**WORK REQUEST**
Give a verbatim quotation of every record.

(Collected data entries)
"""

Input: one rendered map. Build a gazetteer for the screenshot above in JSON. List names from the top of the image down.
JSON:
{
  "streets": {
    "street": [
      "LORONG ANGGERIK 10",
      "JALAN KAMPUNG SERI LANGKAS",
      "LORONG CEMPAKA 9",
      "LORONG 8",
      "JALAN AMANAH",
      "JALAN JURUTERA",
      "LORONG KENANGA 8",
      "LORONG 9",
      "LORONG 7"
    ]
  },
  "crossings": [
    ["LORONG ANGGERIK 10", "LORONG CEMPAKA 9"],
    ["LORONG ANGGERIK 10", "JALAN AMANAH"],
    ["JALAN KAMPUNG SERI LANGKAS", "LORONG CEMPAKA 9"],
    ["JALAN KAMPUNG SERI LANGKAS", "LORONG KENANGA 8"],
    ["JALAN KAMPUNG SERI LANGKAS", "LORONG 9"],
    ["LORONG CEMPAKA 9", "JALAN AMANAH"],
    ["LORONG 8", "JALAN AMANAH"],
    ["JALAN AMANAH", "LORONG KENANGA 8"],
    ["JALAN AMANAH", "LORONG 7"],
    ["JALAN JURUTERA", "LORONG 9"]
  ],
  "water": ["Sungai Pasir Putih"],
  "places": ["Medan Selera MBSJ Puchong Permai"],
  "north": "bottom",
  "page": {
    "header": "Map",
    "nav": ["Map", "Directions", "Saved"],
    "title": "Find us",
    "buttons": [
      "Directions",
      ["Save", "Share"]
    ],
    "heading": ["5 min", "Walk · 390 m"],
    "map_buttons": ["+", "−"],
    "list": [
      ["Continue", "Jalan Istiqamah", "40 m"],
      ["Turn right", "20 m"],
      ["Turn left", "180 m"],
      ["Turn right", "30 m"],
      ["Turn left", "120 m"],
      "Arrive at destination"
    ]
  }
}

"""

**EXPECTED ANSWER**
Input: one rendered map. Build a gazetteer for the screenshot above in JSON. List names from the top of the image down.
JSON:
{
  "streets": {
    "street": [
      "LORONG ANGGERIK 10",
      "JALAN KAMPUNG SERI LANGKAS",
      "LORONG CEMPAKA 9",
      "LORONG 8",
      "JALAN AMANAH",
      "JALAN JURUTERA",
      "LORONG KENANGA 8",
      "LORONG 9",
      "LORONG 7"
    ]
  },
  "crossings": [
    ["LORONG ANGGERIK 10", "LORONG CEMPAKA 9"],
    ["LORONG ANGGERIK 10", "JALAN AMANAH"],
    ["JALAN KAMPUNG SERI LANGKAS", "LORONG CEMPAKA 9"],
    ["JALAN KAMPUNG SERI LANGKAS", "LORONG KENANGA 8"],
    ["JALAN KAMPUNG SERI LANGKAS", "LORONG 9"],
    ["LORONG CEMPAKA 9", "JALAN AMANAH"],
    ["LORONG 8", "JALAN AMANAH"],
    ["JALAN AMANAH", "LORONG KENANGA 8"],
    ["JALAN AMANAH", "LORONG 7"],
    ["JALAN JURUTERA", "LORONG 9"]
  ],
  "water": ["Sungai Pasir Putih"],
  "places": ["Medan Selera MBSJ Puchong Permai"],
  "north": "bottom",
  "page": {
    "header": "Map",
    "nav": ["Map", "Directions", "Saved"],
    "title": "Find us",
    "buttons": [
      "Directions",
      ["Save", "Share"]
    ],
    "heading": ["5 min", "Walk · 390 m"],
    "map_buttons": ["+", "−"],
    "list": [
      ["Continue", "Jalan Istiqamah", "40 m"],
      ["Turn right", "20 m"],
      ["Turn left", "180 m"],
      ["Turn right", "30 m"],
      ["Turn left", "120 m"],
      "Arrive at destination"
    ]
  }
}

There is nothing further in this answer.